▶ **WORK INSTRUCTION**
Nothing outside the range is wanted. Repeat exactly the lines below from the one with "Detect all place" through the one with "Where are all".
──────────────────────────────
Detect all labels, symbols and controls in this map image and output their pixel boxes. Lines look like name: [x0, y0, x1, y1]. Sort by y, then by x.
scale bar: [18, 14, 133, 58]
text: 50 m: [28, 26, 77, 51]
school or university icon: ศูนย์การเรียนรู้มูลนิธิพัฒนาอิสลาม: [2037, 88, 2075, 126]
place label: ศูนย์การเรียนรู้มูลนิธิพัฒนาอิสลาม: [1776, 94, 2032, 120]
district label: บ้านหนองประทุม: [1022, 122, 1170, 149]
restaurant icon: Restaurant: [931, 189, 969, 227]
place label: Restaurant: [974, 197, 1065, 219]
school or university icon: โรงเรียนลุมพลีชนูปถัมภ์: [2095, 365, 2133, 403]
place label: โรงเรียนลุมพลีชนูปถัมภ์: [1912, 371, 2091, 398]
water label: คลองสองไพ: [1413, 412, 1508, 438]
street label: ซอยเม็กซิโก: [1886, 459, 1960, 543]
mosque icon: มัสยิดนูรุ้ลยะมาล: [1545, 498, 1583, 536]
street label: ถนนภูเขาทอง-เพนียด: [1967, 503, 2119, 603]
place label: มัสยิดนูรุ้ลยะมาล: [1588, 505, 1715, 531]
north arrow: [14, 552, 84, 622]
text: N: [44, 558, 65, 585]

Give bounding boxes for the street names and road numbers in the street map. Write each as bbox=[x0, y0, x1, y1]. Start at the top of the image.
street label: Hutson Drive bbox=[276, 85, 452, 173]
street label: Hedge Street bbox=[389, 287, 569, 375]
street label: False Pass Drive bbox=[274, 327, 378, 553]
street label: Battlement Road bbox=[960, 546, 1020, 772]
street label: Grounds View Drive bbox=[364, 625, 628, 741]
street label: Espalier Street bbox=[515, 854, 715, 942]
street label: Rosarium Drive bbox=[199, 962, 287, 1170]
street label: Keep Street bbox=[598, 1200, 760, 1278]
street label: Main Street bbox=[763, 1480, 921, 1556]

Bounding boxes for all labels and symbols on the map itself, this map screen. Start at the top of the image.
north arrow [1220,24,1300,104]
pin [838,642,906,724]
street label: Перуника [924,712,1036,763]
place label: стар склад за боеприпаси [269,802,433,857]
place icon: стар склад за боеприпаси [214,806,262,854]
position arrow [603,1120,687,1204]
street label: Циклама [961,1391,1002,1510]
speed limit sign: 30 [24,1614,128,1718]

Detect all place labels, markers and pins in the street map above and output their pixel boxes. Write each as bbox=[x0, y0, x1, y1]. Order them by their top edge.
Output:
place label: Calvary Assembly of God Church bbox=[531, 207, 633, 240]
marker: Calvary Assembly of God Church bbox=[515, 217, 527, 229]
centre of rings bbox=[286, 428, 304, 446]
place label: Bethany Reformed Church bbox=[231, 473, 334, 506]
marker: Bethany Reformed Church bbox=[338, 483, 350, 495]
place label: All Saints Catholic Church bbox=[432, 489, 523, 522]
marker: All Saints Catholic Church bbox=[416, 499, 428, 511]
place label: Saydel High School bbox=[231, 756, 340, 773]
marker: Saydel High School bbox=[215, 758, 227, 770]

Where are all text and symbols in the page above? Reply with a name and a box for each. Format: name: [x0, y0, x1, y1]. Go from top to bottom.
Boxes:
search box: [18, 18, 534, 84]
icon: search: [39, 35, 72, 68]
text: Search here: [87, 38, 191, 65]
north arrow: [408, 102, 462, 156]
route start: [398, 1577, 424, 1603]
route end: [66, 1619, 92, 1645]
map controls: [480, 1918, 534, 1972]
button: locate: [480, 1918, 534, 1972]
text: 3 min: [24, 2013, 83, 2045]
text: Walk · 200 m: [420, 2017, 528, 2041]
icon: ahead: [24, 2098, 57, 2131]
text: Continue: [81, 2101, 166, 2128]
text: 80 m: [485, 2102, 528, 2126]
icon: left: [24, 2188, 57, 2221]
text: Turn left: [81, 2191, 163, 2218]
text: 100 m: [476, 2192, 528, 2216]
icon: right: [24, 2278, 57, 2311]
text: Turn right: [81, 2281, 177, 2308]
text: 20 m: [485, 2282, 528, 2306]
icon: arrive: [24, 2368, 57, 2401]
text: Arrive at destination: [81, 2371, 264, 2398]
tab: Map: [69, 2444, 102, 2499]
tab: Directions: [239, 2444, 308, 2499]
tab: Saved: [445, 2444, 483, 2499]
──────────────────────────────
▶ **TASK RESULT**
Detect all place labels, markers and pins in the street map above and output their pixel boxes. Write each as bbox=[x0, y0, x1, y1]. Order them by their top edge.
Output:
place label: Calvary Assembly of God Church bbox=[531, 207, 633, 240]
marker: Calvary Assembly of God Church bbox=[515, 217, 527, 229]
centre of rings bbox=[286, 428, 304, 446]
place label: Bethany Reformed Church bbox=[231, 473, 334, 506]
marker: Bethany Reformed Church bbox=[338, 483, 350, 495]
place label: All Saints Catholic Church bbox=[432, 489, 523, 522]
marker: All Saints Catholic Church bbox=[416, 499, 428, 511]
place label: Saydel High School bbox=[231, 756, 340, 773]
marker: Saydel High School bbox=[215, 758, 227, 770]

Where are all text and symbols in the page above? Reply with a name and a box for each. Format: name: [x0, y0, x1, y1]. Go from top to bottom.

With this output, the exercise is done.